[Entries supplied]

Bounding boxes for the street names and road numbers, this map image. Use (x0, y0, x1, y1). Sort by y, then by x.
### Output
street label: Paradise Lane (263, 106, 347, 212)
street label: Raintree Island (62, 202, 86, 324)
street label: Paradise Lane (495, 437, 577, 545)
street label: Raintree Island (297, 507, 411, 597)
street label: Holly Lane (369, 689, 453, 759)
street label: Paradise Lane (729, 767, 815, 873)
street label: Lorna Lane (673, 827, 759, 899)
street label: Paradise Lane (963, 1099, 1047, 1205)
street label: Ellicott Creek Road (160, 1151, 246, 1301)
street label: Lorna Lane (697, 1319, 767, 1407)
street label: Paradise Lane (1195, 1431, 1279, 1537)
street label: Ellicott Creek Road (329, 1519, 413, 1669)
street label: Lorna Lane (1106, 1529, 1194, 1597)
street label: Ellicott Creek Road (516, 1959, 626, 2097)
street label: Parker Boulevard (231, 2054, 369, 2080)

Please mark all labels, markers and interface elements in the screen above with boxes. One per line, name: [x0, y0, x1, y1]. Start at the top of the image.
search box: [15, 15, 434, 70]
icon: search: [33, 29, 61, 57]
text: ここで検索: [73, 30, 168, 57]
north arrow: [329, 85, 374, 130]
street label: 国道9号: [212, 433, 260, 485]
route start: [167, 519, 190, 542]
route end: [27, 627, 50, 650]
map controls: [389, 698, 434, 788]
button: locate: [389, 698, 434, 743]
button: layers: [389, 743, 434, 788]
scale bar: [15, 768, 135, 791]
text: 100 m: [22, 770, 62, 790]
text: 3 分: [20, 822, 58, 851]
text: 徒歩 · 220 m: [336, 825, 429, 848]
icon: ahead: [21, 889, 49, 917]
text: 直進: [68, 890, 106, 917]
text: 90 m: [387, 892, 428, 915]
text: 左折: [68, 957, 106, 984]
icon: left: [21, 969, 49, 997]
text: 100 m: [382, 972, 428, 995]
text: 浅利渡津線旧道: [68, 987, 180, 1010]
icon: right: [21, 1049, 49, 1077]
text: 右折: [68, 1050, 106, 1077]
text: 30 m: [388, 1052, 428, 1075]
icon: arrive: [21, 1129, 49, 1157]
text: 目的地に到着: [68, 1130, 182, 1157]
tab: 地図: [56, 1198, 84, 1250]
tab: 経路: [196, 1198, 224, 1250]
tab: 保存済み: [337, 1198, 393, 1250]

[What to produce] When you reach the line containing "Please mark all" in the listing, transcribe it and every line after it exactly, through the last line, and add nothing.

[Response]
Please mark all labels, markers and interface elements in the screen above with boxes. One per line, name: [x0, y0, x1, y1]. Start at the top of the image.
search box: [15, 15, 434, 70]
icon: search: [33, 29, 61, 57]
text: ここで検索: [73, 30, 168, 57]
north arrow: [329, 85, 374, 130]
street label: 国道9号: [212, 433, 260, 485]
route start: [167, 519, 190, 542]
route end: [27, 627, 50, 650]
map controls: [389, 698, 434, 788]
button: locate: [389, 698, 434, 743]
button: layers: [389, 743, 434, 788]
scale bar: [15, 768, 135, 791]
text: 100 m: [22, 770, 62, 790]
text: 3 分: [20, 822, 58, 851]
text: 徒歩 · 220 m: [336, 825, 429, 848]
icon: ahead: [21, 889, 49, 917]
text: 直進: [68, 890, 106, 917]
text: 90 m: [387, 892, 428, 915]
text: 左折: [68, 957, 106, 984]
icon: left: [21, 969, 49, 997]
text: 100 m: [382, 972, 428, 995]
text: 浅利渡津線旧道: [68, 987, 180, 1010]
icon: right: [21, 1049, 49, 1077]
text: 右折: [68, 1050, 106, 1077]
text: 30 m: [388, 1052, 428, 1075]
icon: arrive: [21, 1129, 49, 1157]
text: 目的地に到着: [68, 1130, 182, 1157]
tab: 地図: [56, 1198, 84, 1250]
tab: 経路: [196, 1198, 224, 1250]
tab: 保存済み: [337, 1198, 393, 1250]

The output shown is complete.